On the other hand, life in Ti Fon was about to get harder. For years, she had depended on her friendship with Kervenson, her neighbor’s young boy. But he was ready for secondary school, so he would be moving to downtown Laskawobas. There were no secondary schools in Ti Fon. He’d still come home on the weekends, but wouldn’t be around the rest of the week.

Kervenson had been sleeping in Carmelle’s home with her for years. Rural Haitians are very reluctant to sleep alone in a house. But it was more than that. “Kervenson is not a relative. His family’s name is neither my mother’s nor my father’s. But now he’s more than family to me.” Get Carmelle onto the subject and she tells story after story of things that the boy would do for her, from simple chores like helping her take care of her livestock and preparing meals, to more difficult and intimate things, like helping her keep herself clean. She tells stories of instances where he undertook tasks that one associates with nurses and their aides, and the only thing that she says ever brought him to complain are the times when she hesitated to ask him for help.

Carmelle is happy to be with her daughter, son-in-law, and grandchildren, now, but she misses Kervenson and she misses her home. “We talk on the phone, and he comes to see me when he can.” She’d like the chance to visit Ti Fon, too, but she feels settled where she is.

And that’s true even though things have gotten more difficult for the family. Carmelle still has her cow. It is under a neighbor’s care. But she has no income where she now lives. Guerda and her husband both worked for a manufacturing company, he as a driver and she as part of the crew. But stable employment ended when the company moved its main facility to the DR. Guerda was let go, and her husband’s position turned from full-time employment to occasional odd jobs.
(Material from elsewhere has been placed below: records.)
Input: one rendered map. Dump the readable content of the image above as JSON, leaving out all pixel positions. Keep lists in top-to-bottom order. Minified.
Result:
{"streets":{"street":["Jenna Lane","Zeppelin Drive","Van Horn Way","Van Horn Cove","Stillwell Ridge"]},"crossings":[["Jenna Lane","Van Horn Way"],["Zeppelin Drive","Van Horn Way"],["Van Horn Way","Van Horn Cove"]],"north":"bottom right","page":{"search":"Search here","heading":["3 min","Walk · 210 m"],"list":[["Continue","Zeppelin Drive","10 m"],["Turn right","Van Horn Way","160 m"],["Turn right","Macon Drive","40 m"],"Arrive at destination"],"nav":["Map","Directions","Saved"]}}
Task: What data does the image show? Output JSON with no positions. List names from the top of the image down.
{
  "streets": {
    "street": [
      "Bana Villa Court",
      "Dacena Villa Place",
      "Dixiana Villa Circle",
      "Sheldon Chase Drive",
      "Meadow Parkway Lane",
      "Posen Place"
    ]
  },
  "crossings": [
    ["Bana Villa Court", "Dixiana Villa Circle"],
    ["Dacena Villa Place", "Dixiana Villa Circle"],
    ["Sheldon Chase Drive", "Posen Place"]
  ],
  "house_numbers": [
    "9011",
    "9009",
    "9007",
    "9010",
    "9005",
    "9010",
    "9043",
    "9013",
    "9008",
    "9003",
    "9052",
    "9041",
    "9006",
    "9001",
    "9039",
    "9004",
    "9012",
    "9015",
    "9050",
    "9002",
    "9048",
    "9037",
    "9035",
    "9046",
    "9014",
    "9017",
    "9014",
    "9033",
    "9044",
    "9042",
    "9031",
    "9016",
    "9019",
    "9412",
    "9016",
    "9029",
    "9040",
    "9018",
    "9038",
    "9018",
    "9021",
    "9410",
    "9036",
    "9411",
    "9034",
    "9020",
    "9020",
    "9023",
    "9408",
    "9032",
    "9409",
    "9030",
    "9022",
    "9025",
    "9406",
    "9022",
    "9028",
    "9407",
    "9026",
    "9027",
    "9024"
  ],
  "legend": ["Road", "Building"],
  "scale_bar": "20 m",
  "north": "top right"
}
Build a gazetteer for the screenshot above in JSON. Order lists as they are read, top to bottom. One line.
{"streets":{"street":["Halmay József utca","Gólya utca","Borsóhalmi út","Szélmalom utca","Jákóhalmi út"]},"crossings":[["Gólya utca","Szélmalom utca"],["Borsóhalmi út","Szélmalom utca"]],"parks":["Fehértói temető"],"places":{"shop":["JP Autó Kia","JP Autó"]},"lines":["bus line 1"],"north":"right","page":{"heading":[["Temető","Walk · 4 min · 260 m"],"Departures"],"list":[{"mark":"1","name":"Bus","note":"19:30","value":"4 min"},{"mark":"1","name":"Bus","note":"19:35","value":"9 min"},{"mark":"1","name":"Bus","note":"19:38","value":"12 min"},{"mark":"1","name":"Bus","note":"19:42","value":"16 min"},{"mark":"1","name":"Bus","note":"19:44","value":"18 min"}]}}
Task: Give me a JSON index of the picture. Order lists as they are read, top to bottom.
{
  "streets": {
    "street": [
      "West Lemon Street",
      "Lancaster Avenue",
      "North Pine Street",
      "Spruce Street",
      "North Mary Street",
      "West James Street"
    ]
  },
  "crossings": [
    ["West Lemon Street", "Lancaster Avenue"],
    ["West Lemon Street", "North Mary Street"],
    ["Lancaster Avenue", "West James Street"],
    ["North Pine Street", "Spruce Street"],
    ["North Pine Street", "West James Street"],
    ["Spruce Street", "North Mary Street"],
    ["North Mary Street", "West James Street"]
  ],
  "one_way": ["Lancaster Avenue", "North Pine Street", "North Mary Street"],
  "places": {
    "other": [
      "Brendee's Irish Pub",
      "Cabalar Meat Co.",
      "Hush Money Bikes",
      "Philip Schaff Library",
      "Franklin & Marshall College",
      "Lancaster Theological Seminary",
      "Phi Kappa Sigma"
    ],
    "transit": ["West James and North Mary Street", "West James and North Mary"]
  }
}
So, the family is struggling.

Idalia Bernadin — Ten Months after Graduation

Idalia Bernadin graduated from the CLM program in February 2018. At the time, she was living in Gwo Labou, a hillside community overlooking the river that cuts through Savanèt, a commune in the southeast corner of Haiti’s Central Plateau.

She and her husband, Villon, had moved to Gwo Labou at a low point in their lives. The second of their four sons had just been arrested, and they had felt forced to abandoned their home in Kadèt, in the valley across the mountain from Gwo Labou. Kadèt is in a hard-to-access corner of Kòniyon, the next commune to the south. Villon had been accused of theft. Neighbors said he stole a bunch of plantains out of a garden, and Idalia’s efforts to come to his defense only made things worse. So, they abandoned a home with a good tin roof, on land that Idalia had purchased by selling off some of her inheritance. They moved in with Villon’s sister and her husband.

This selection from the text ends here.